中央社フォーカス台湾 8月15日(月)18時48分配信

(台北 15日 中央社)終戦記念日の15日、台湾の元慰安婦を支援する婦女救援基金会は日本の対台湾窓口機関、交流協会台北事務所前で抗議活動を行い、日本政府に対し、慰安婦の事実の承認や被害者への謝罪、賠償などを求めた。

同基金会によると、台湾で存命する元慰安婦は3人。3人は高齢のため抗議活動には参加しなかった。その代わりに基金会に招かれた大道芸人が元慰安婦女性の彫像に扮し、現場に登場。日本政府へ無言で抗議した。また、基金会のメンバーは大道芸人とともに交流協会の代表者に陳情書を手渡した。基金会の康淑華執行長によれば、日本側は陳情書を受け取ったものの、反応や謝罪は無かったという。

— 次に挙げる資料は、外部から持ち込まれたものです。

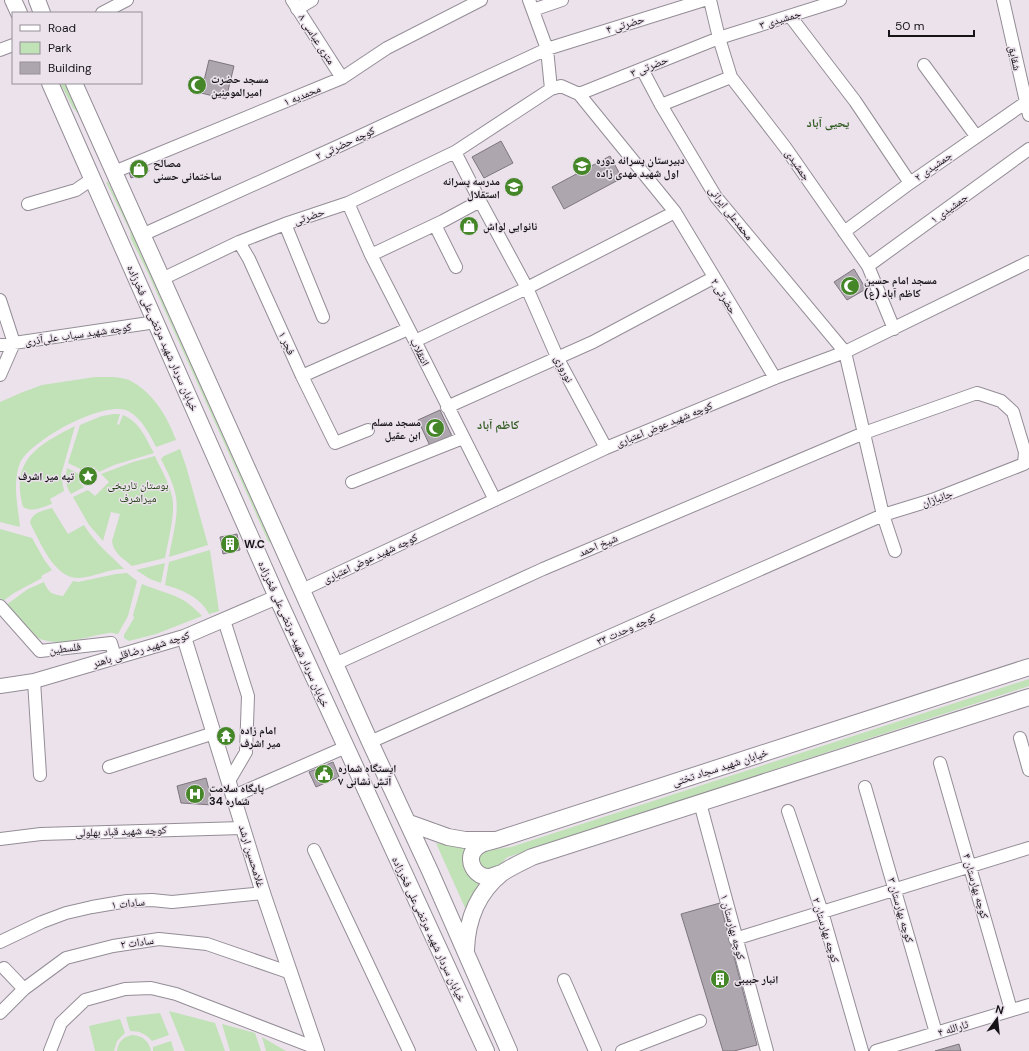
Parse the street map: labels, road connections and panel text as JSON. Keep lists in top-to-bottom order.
{
  "streets": {
    "main road": ["خیابان سردار شهید مرتضی‌علی فخرزاده", "خیابان شهید سجاد تختی"],
    "street": [
      "جمشیدی ۳",
      "حضرتی ۴",
      "۸ متری عباسی",
      "شقایق",
      "حضرتی ۳",
      "محمدیه ۱",
      "کوچه حضرتی ۲",
      "جمشیدی",
      "جمشیدی ۲",
      "جمشیدی ۱",
      "محمدعلی ایرانی",
      "حضرتی",
      "حضرتی ۲",
      "کوچه شهید سیاب علی‌آذری",
      "فجر ۱",
      "انتقلاب",
      "نوروزی",
      "کوچه شهید عوض اعتباری",
      "جانبازان",
      "شیخ احمد",
      "کوچه وحدت ۳۳",
      "فلسطین",
      "کوچه شهید رضاقلی باهنر",
      "کوچه شهید قباد بهلولی",
      "غلامحسین ارشد",
      "کوچه بهارستان ۴",
      "سادات ۱",
      "کوچه بهارستان ۳",
      "کوچه بهارستان ۱",
      "کوچه بهارستان ۲",
      "سادات ۲",
      "ثارالله ۴"
    ]
  },
  "crossings": [
    ["جمشیدی ۳", "حضرتی ۳"],
    ["جمشیدی ۳", "جمشیدی"],
    ["حضرتی ۴", "کوچه حضرتی ۲"],
    ["۸ متری عباسی", "محمدیه ۱"],
    ["شقایق", "جمشیدی ۲"],
    ["حضرتی ۳", "جمشیدی"],
    ["حضرتی ۳", "محمدعلی ایرانی"],
    ["حضرتی ۳", "حضرتی ۲"],
    ["محمدیه ۱", "خیابان سردار شهید مرتضی‌علی فخرزاده"],
    ["کوچه حضرتی ۲", "خیابان سردار شهید مرتضی‌علی فخرزاده"],
    ["جمشیدی", "جمشیدی ۲"],
    ["جمشیدی", "جمشیدی ۱"],
    ["جمشیدی", "کوچه شهید عوض اعتباری"],
    ["محمدعلی ایرانی", "کوچه شهید عوض اعتباری"],
    ["حضرتی", "خیابان سردار شهید مرتضی‌علی فخرزاده"],
    ["حضرتی", "فجر ۱"],
    ["حضرتی", "انتقلاب"],
    ["حضرتی", "نوروزی"],
    ["حضرتی ۲", "کوچه شهید عوض اعتباری"],
    ["کوچه شهید سیاب علی‌آذری", "خیابان سردار شهید مرتضی‌علی فخرزاده"],
    ["خیابان سردار شهید مرتضی‌علی فخرزاده", "کوچه شهید عوض اعتباری"],
    ["خیابان سردار شهید مرتضی‌علی فخرزاده", "شیخ احمد"],
    ["خیابان سردار شهید مرتضی‌علی فخرزاده", "کوچه وحدت ۳۳"],
    ["خیابان سردار شهید مرتضی‌علی فخرزاده", "کوچه شهید رضاقلی باهنر"],
    ["خیابان سردار شهید مرتضی‌علی فخرزاده", "خیابان شهید سجاد تختی"],
    ["انتقلاب", "کوچه شهید عوض اعتباری"],
    ["نوروزی", "کوچه شهید عوض اعتباری"],
    ["جانبازان", "شیخ احمد"],
    ["جانبازان", "کوچه وحدت ۳۳"],
    ["فلسطین", "کوچه شهید رضاقلی باهنر"],
    ["کوچه شهید رضاقلی باهنر", "غلامحسین ارشد"],
    ["کوچه شهید قباد بهلولی", "غلامحسین ارشد"],
    ["غلامحسین ارشد", "سادات ۱"],
    ["غلامحسین ارشد", "سادات ۲"],
    ["کوچه بهارستان ۴", "ثارالله ۴"],
    ["کوچه بهارستان ۳", "ثارالله ۴"]
  ],
  "districts": ["یحیی آباد", "کاظم آباد"],
  "parks": ["بوستان تاریخی میراشرف"],
  "places": {
    "mosque": ["مسجد حضرت امیرالمومنین", "مسجد امام حسین (ع) کاظم آباد", "مسجد مسلم ابن عقیل"],
    "school or university": ["دبیرستان پسرانه دوره اول شهید مهدی زاده", "مدرسه پسرانه استقلال"],
    "shop": ["مصالح ساختمانی حسنی", "نانوایی لواش"],
    "place": ["تپه میر اشرف"],
    "building": ["W.C", "انبار حبیبی"],
    "temple": ["امام زاده میر اشرف"],
    "public building": ["ایستگاه شماره ۷ آتش نشانی"],
    "hospital": ["پایگاه سلامت شماره 34"]
  },
  "legend": ["Road", "Park", "Building"],
  "scale_bar": "50 m",
  "north": "top"
}
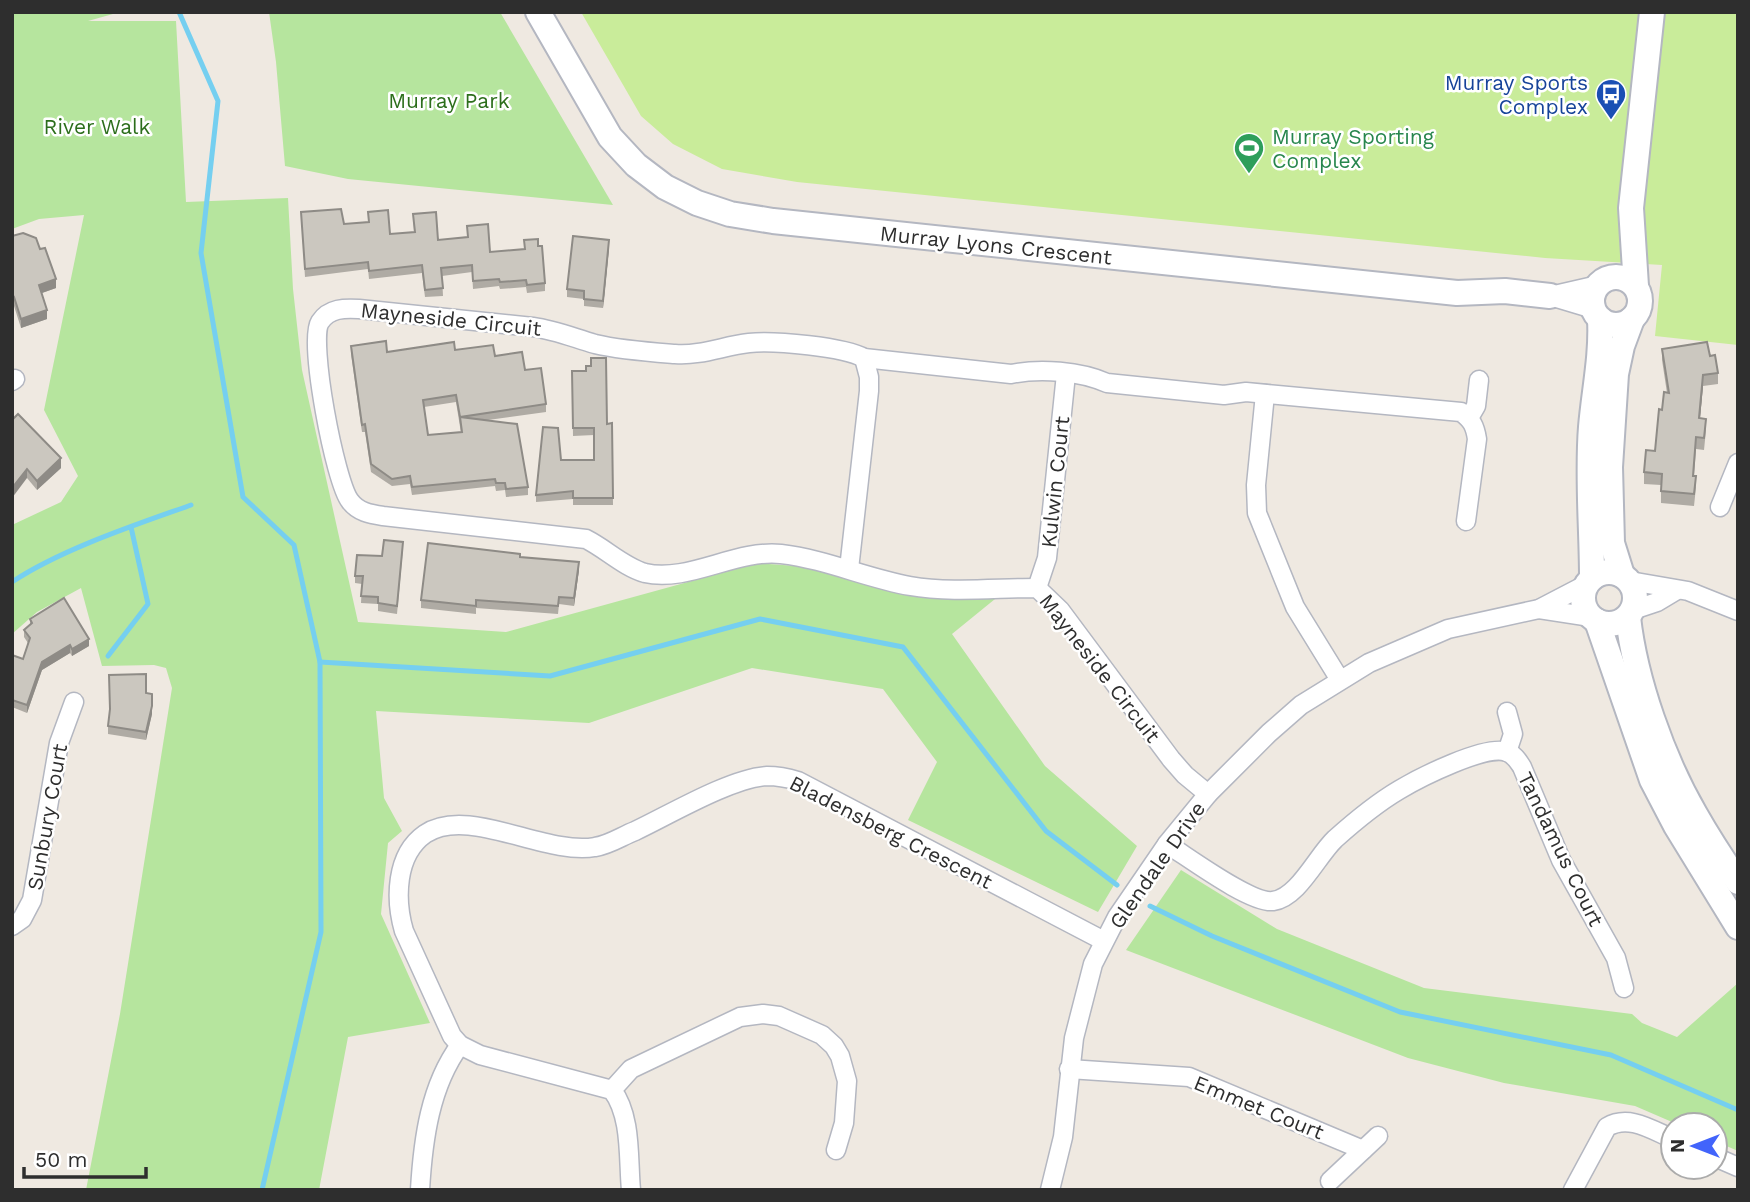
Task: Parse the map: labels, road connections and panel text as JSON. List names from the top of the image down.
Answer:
{
  "streets": {
    "street": [
      "Murray Lyons Crescent",
      "Mayneside Circuit",
      "Kulwin Court",
      "Sunbury Court",
      "Bladensberg Crescent",
      "Tandamus Court",
      "Glendale Drive",
      "Emmet Court"
    ]
  },
  "crossings": [
    ["Mayneside Circuit", "Kulwin Court"],
    ["Mayneside Circuit", "Glendale Drive"],
    ["Bladensberg Crescent", "Glendale Drive"],
    ["Tandamus Court", "Glendale Drive"],
    ["Glendale Drive", "Emmet Court"]
  ],
  "parks": ["Murray Park", "River Walk"],
  "places": {
    "bus stop": ["Murray Sports Complex"],
    "sports": ["Murray Sporting Complex"]
  },
  "scale_bar": "50 m",
  "north": "left"
}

康執行長は、いまだに日本政府からの謝罪を得られていないと不満を露わにする。昨年日韓の政府が慰安婦問題について合意を達成したことに触れ、被害者の人権を考えたものではなく、反省を伴わない政治取引だと批判した。

基金会の黄淑玲董事長によると、同団体が設置を計画している慰安婦記念館は12月10日に開館予定。黄董事長は、安倍晋三首相や交流協会の代表者が同館を訪れ、元慰安婦に謝罪とあいさつをしてくれればと願った。

康執行長は、日本政府からの返答が得られない場合は、来年の8月15日も再び交流協会前で抗議活動を行うと語った。